The transfer of the partial stack from the auxiliary stack carrier withdrawing from the stacking region to the main stack carrier is critical. For as the auxiliary stack carrier has a specific thickness, a wave is formed in the lower portion of the partial stack at the moment at which the partial stack leaves the auxiliary stack carrier and is deposited on the main stack carrier. The formation of a wave of this type causes the lower region of the partial stack to be deposited misaligned and offset relative to the remaining portion of the partial stack located thereabove. This adverse effect can be further exacerbated by the friction produced between the upper side of the auxiliary stack carrier and the underside of the partial stack, as a result of which the lower layers of the partial stack are entrained during the withdrawal movement of the auxiliary stack carrier from the stacking region. If merely the main stack carrier performs a compensatory stroke movement in the vertical direction in order to compensate for the thickness of the auxiliary stack carrier, which has already been removed at that point from the stacking region, the offset of the lower region or the lower layers of the partial stack formed by the wave continues up to the end in the direction of the withdrawal movement of the auxiliary stack carrier. This creates a shoulder in the stack known as an S-bend, which often constitutes a quality defect. Particularly in the paper-processing industry, it is usually necessary to produce substantially straight stack edges in order not to impede the subsequent processing of the sheets, which is especially important in high-grade papers.

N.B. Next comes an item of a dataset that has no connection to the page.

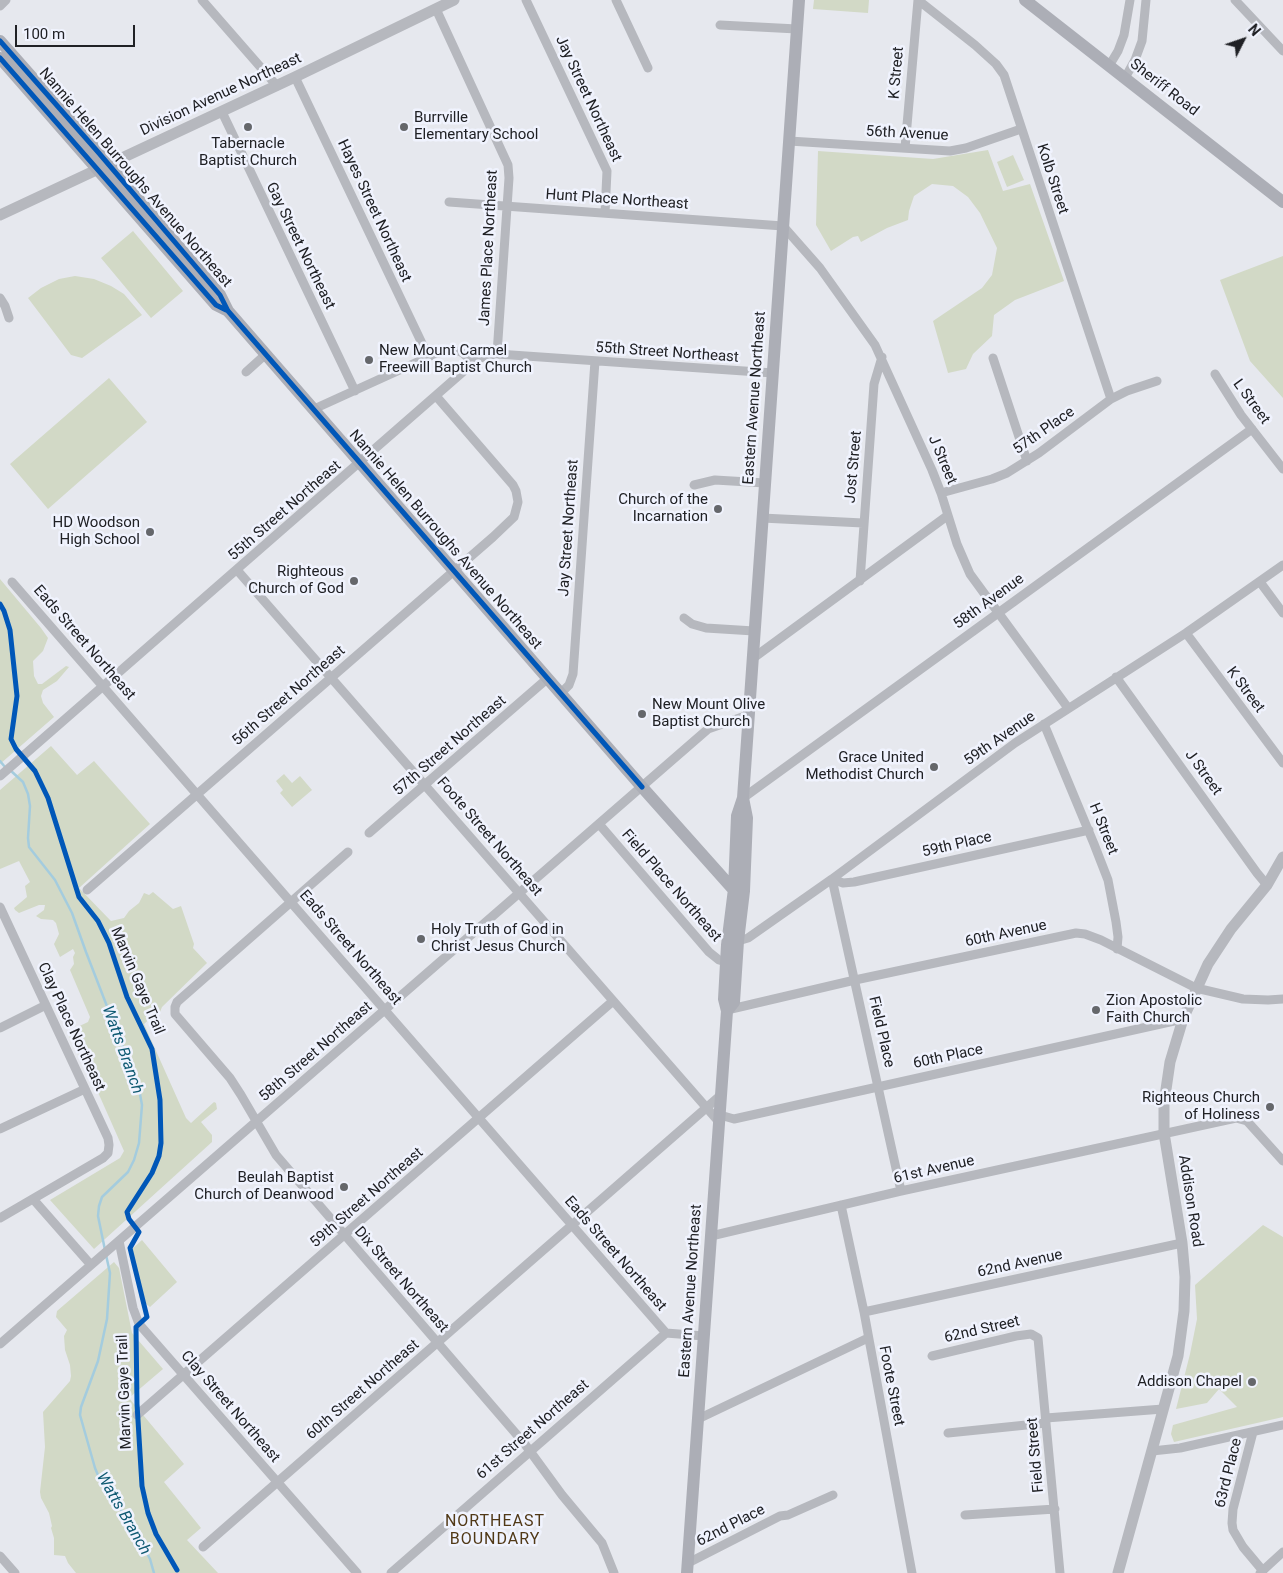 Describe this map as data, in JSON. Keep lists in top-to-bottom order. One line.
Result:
{"streets":{"main road":["Sheriff Road","Nannie Helen Burroughs Avenue Northeast","Eastern Avenue Northeast"],"street":["K Street","Division Avenue Northeast","Jay Street Northeast","56th Avenue","Kolb Street","Hunt Place Northeast","Hayes Street Northeast","Gay Street Northeast","James Place Northeast","55th Street Northeast","L Street","57th Place","J Street","Jost Street","58th Avenue","Eads Street Northeast","56th Street Northeast","59th Avenue","57th Street Northeast","H Street","Foote Street Northeast","59th Place","Field Place Northeast","60th Avenue","Clay Place Northeast","Field Place","58th Street Northeast","60th Place","61st Avenue","59th Street Northeast","Addison Road","62nd Avenue","Dix Street Northeast","62nd Street","Foote Street","60th Street Northeast","Clay Street Northeast","61st Street Northeast","Field Street","63rd Place","62nd Place"],"cycle path":["Marvin Gaye Trail"]},"crossings":[["K Street","56th Avenue"],["K Street","Kolb Street"],["K Street","59th Avenue"],["Division Avenue Northeast","Nannie Helen Burroughs Avenue Northeast"],["Division Avenue Northeast","Hayes Street Northeast"],["Division Avenue Northeast","Gay Street Northeast"],["Division Avenue Northeast","James Place Northeast"],["Jay Street Northeast","Nannie Helen Burroughs Avenue Northeast"],["Jay Street Northeast","Hunt Place Northeast"],["Jay Street Northeast","55th Street Northeast"],["56th Avenue","Kolb Street"],["56th Avenue","Eastern Avenue Northeast"],["Nannie Helen Burroughs Avenue Northeast","55th Street Northeast"],["Nannie Helen Burroughs Avenue Northeast","Eastern Avenue Northeast"],["Nannie Helen Burroughs Avenue Northeast","56th Street Northeast"],["Nannie Helen Burroughs Avenue Northeast","57th Street Northeast"],["Nannie Helen Burroughs Avenue Northeast","58th Street Northeast"],["Kolb Street","57th Place"],["Hunt Place Northeast","James Place Northeast"],["Hunt Place Northeast","Eastern Avenue Northeast"],["Hunt Place Northeast","J Street"],["James Place Northeast","55th Street Northeast"],["55th Street Northeast","Eastern Avenue Northeast"],["55th Street Northeast","Eads Street Northeast"],["55th Street Northeast","56th Street Northeast"],["55th Street Northeast","Foote Street Northeast"],["Eastern Avenue Northeast","J Street"],["Eastern Avenue Northeast","58th Avenue"],["Eastern Avenue Northeast","59th Avenue"],["Eastern Avenue Northeast","Foote Street Northeast"],["Eastern Avenue Northeast","Field Place Northeast"],["Eastern Avenue Northeast","60th Avenue"],["Eastern Avenue Northeast","58th Street Northeast"],["Eastern Avenue Northeast","60th Place"],["Eastern Avenue Northeast","61st Avenue"],["Eastern Avenue Northeast","60th Street Northeast"],["Eastern Avenue Northeast","62nd Place"],["L Street","58th Avenue"],["57th Place","J Street"],["J Street","Jost Street"],["J Street","58th Avenue"],["J Street","59th Avenue"],["J Street","Addison Road"],["Eads Street Northeast","56th Street Northeast"],["Eads Street Northeast","58th Street Northeast"],["Eads Street Northeast","59th Street Northeast"],["Eads Street Northeast","Dix Street Northeast"],["Eads Street Northeast","60th Street Northeast"],["Eads Street Northeast","61st Street Northeast"],["56th Street Northeast","Foote Street Northeast"],["59th Avenue","H Street"],["59th Avenue","59th Place"],["59th Avenue","Field Place"],["57th Street Northeast","Foote Street Northeast"],["H Street","59th Place"],["H Street","60th Avenue"],["Foote Street Northeast","58th Street Northeast"],["Foote Street Northeast","60th Place"],["Foote Street Northeast","59th Street Northeast"],["Foote Street Northeast","60th Street Northeast"],["59th Place","Field Place"],["Field Place Northeast","58th Street Northeast"],["60th Avenue","Field Place"],["60th Avenue","Addison Road"],["Field Place","60th Place"],["Field Place","61st Avenue"],["58th Street Northeast","Dix Street Northeast"],["58th Street Northeast","Clay Street Northeast"],["60th Place","Addison Road"],["61st Avenue","Addison Road"],["61st Avenue","Foote Street"],["59th Street Northeast","Dix Street Northeast"],["59th Street Northeast","Clay Street Northeast"],["Addison Road","62nd Avenue"],["62nd Avenue","Foote Street"],["Dix Street Northeast","60th Street Northeast"],["Dix Street Northeast","61st Street Northeast"],["62nd Street","Field Street"],["60th Street Northeast","Clay Street Northeast"]],"districts":["NORTHEAST BOUNDARY"],"water":["Watts Branch"],"places":["Tabernacle Baptist Church","Burrville Elementary School","New Mount Carmel Freewill Baptist Church","Church of the Incarnation","HD Woodson High School","Righteous Church of God","New Mount Olive Baptist Church","Grace United Methodist Church","Holy Truth of God in Christ Jesus Church","Zion Apostolic Faith Church","Righteous Church of Holiness","Beulah Baptist Church of Deanwood","Addison Chapel"],"scale_bar":"100 m","north":"top right"}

In an attempt to solve this problem, EP 1 262 435 A1 proposes a method and a device in which a second auxiliary stack carrier is provided in addition to a first auxiliary stack carrier. The second auxiliary stack carrier is arranged on the opposing side of the stacking region in relation to the first auxiliary stack carrier. Once the first auxiliary stack carrier has been introduced and the second auxiliary stack carrier has reached a position opposite the first auxiliary stack carrier, the second auxiliary stack carrier is moved, synchronously with the first auxiliary stack carrier, into a central position in the stacking region from which it is withdrawn from the stacking region in the opposite direction of the removal of the first auxiliary stack carrier. The partial stack formed on the second auxiliary stack carrier is then deposited on a pallet positioned on the main stack carrier located below the plane formed by the two auxiliary stack carriers. Although a respective wave is formed at the mutually facing ends of the two auxiliary stack carriers, these two waves are oriented away from each other and thus compensate for one another. Thus, the synchronous symmetrical removal of the two auxiliary stack carriers leads to depositing the partial stacks substantially without edge misalignment. However, in such a device, the arrangement of the second auxiliary stack carrier necessitates an expensive construction and a complex control means, which in turn leads to higher production, operating and maintenance costs.

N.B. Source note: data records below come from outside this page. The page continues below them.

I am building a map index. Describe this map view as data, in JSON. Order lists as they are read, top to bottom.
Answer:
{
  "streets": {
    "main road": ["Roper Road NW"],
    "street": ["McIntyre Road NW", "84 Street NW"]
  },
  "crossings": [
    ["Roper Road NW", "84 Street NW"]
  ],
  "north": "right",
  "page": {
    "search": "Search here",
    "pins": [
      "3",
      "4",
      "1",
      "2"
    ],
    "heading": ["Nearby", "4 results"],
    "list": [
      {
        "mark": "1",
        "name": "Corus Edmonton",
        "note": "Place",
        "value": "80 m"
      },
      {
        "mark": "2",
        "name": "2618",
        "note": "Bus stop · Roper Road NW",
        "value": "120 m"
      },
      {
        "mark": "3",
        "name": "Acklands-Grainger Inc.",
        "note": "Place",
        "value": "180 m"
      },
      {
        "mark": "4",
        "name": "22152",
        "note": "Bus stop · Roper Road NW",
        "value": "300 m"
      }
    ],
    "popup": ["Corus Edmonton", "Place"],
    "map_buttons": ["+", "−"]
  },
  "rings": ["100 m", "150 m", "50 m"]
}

EP 0 896 945 B1 proposes the use of a plurality of alignment strips and/or plates for the active rectangular alignment of the pallet and the stack of sheets located thereon in order in this way to compensate for deformation or edge misalignment in the stack. However, this known device is unsuitable for heavyweight stacks and large-format sheets. What is needed is a solution that is simple in terms of construction and control in comparison to the conventional devices discussed above, while at the same time allowing stacks to be exchanged continuously and without impairing the quality of the stacks.